Work request: From the listing that follows, extract every line and set it down unaltered.
--- Data supplied Enclosed Below ---
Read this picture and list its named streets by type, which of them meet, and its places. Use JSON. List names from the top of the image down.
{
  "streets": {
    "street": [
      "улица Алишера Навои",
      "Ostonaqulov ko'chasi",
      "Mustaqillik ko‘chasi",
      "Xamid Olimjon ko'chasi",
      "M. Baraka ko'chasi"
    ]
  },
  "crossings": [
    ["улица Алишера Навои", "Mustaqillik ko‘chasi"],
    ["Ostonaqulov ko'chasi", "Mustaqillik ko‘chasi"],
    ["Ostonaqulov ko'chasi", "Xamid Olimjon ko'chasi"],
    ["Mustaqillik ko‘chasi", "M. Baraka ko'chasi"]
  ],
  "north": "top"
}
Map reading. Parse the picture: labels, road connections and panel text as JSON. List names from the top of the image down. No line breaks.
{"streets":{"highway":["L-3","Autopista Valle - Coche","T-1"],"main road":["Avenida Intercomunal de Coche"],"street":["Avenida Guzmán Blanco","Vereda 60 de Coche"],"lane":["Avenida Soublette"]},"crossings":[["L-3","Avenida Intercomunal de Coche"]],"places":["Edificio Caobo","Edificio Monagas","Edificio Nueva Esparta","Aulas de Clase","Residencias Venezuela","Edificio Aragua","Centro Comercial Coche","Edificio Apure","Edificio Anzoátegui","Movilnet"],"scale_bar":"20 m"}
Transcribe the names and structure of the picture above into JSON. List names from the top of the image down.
--- End of Enclosed Data supplied ---
Written response:
Read this picture and list its named streets by type, which of them meet, and its places. Use JSON. List names from the top of the image down.
{
  "streets": {
    "street": [
      "улица Алишера Навои",
      "Ostonaqulov ko'chasi",
      "Mustaqillik ko‘chasi",
      "Xamid Olimjon ko'chasi",
      "M. Baraka ko'chasi"
    ]
  },
  "crossings": [
    ["улица Алишера Навои", "Mustaqillik ko‘chasi"],
    ["Ostonaqulov ko'chasi", "Mustaqillik ko‘chasi"],
    ["Ostonaqulov ko'chasi", "Xamid Olimjon ko'chasi"],
    ["Mustaqillik ko‘chasi", "M. Baraka ko'chasi"]
  ],
  "north": "top"
}
Map reading. Parse the picture: labels, road connections and panel text as JSON. List names from the top of the image down. No line breaks.
{"streets":{"highway":["L-3","Autopista Valle - Coche","T-1"],"main road":["Avenida Intercomunal de Coche"],"street":["Avenida Guzmán Blanco","Vereda 60 de Coche"],"lane":["Avenida Soublette"]},"crossings":[["L-3","Avenida Intercomunal de Coche"]],"places":["Edificio Caobo","Edificio Monagas","Edificio Nueva Esparta","Aulas de Clase","Residencias Venezuela","Edificio Aragua","Centro Comercial Coche","Edificio Apure","Edificio Anzoátegui","Movilnet"],"scale_bar":"20 m"}
Transcribe the names and structure of the picture above into JSON. List names from the top of the image down.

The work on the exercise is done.